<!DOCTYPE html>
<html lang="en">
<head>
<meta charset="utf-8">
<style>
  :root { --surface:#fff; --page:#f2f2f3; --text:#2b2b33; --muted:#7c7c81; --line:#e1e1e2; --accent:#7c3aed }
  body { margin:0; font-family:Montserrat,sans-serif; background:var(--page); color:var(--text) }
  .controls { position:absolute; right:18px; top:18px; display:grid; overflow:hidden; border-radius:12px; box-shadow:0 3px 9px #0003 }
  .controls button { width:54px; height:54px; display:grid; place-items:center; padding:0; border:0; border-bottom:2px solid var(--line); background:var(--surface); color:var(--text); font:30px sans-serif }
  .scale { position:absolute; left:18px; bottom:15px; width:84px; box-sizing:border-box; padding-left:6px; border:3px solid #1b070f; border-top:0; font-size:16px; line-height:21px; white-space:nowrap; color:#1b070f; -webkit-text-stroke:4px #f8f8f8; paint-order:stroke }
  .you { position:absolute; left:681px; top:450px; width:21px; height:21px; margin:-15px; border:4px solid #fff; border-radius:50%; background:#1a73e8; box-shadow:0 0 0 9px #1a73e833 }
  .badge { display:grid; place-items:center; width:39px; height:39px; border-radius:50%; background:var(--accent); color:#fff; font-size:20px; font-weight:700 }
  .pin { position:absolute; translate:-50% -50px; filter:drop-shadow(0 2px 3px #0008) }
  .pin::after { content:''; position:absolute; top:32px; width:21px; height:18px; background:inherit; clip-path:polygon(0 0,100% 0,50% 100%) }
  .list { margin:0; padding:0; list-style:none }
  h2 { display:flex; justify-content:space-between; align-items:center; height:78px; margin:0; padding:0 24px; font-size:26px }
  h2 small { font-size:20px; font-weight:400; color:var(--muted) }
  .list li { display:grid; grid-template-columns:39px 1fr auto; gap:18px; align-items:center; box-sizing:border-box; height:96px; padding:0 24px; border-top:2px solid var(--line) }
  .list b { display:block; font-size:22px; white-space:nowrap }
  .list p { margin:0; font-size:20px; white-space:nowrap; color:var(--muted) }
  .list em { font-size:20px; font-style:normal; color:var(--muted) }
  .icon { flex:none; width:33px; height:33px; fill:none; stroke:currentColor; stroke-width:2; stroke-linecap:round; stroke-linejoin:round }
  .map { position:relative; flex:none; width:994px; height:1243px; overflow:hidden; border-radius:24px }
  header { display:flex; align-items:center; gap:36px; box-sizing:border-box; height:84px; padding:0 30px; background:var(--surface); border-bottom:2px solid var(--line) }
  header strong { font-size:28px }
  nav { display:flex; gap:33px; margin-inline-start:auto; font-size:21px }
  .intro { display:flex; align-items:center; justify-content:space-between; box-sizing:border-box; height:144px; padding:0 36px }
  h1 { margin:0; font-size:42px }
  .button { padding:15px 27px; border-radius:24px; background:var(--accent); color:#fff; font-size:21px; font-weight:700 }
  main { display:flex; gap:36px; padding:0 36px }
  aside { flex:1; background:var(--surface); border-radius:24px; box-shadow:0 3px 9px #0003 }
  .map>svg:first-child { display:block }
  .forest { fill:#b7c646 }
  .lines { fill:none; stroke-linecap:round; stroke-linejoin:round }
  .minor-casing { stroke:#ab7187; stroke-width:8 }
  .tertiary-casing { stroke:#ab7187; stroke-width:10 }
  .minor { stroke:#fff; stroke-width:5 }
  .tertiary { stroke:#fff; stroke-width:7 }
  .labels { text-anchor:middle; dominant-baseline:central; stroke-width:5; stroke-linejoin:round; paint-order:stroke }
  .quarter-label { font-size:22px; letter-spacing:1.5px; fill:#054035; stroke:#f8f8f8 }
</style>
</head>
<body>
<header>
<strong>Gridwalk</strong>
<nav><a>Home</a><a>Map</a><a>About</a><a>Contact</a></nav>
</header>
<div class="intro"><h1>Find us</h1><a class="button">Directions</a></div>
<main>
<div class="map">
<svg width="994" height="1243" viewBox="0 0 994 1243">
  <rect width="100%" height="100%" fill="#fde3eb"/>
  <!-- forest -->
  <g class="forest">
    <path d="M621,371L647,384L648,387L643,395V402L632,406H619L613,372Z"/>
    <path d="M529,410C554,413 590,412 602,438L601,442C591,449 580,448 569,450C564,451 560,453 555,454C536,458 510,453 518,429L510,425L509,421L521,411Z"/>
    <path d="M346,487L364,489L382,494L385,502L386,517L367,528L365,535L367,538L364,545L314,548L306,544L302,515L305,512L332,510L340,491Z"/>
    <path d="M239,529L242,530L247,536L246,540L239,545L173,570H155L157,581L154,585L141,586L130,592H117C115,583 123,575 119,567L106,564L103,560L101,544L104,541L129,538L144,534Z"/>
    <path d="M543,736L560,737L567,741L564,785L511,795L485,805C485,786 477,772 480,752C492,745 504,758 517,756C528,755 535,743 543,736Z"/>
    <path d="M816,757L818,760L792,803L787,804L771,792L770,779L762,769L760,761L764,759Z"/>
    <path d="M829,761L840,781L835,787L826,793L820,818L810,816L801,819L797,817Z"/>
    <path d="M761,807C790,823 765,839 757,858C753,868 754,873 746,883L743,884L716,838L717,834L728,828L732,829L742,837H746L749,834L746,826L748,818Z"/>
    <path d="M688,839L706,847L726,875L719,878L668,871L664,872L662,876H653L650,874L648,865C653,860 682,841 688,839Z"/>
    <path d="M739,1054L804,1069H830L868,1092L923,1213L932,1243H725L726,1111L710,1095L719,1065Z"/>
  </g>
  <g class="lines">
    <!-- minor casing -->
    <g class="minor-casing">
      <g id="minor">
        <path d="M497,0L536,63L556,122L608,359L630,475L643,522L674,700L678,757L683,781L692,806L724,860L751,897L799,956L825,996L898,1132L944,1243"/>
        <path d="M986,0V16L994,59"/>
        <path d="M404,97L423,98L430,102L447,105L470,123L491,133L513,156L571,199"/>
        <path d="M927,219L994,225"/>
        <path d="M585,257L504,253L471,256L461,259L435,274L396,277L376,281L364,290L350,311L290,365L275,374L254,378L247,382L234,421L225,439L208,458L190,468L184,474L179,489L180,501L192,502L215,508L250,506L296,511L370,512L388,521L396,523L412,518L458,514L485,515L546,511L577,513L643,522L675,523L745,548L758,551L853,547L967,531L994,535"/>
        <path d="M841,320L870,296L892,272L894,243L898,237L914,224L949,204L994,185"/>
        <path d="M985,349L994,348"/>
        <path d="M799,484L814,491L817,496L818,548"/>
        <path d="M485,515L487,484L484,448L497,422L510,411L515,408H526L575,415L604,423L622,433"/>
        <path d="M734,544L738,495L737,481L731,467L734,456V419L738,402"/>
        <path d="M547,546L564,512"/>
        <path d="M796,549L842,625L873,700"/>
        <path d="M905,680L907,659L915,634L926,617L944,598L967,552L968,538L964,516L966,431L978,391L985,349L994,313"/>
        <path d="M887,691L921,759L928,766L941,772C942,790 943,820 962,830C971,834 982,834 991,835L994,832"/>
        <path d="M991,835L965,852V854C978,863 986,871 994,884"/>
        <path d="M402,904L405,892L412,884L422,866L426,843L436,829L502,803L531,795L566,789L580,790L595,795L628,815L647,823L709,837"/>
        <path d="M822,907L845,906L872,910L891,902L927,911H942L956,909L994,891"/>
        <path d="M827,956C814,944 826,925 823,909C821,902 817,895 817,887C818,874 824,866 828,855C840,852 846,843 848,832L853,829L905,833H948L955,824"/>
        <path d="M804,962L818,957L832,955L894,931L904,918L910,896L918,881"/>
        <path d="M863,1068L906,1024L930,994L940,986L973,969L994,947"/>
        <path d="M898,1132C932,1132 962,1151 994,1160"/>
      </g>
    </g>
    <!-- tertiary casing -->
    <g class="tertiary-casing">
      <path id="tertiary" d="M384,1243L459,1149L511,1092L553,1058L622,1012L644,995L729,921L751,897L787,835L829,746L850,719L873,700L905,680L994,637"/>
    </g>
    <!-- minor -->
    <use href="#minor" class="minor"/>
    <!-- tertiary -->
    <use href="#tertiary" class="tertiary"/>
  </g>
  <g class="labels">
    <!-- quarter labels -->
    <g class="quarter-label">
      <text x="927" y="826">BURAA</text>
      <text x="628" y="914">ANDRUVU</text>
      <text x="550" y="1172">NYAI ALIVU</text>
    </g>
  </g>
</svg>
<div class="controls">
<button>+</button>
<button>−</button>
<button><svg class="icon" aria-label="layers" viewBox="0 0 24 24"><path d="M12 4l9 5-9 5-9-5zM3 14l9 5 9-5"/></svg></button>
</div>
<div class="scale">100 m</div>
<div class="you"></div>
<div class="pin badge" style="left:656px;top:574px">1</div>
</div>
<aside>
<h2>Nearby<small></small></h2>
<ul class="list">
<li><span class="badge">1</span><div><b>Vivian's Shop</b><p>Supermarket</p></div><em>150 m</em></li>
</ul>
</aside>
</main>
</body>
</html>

┄┄┄┄┄┄┄┄┄┄

#### YOUR GOAL
Count every line of the data above where "serif" appears, and give the total only.

#### PROBLEM SOLUTION
2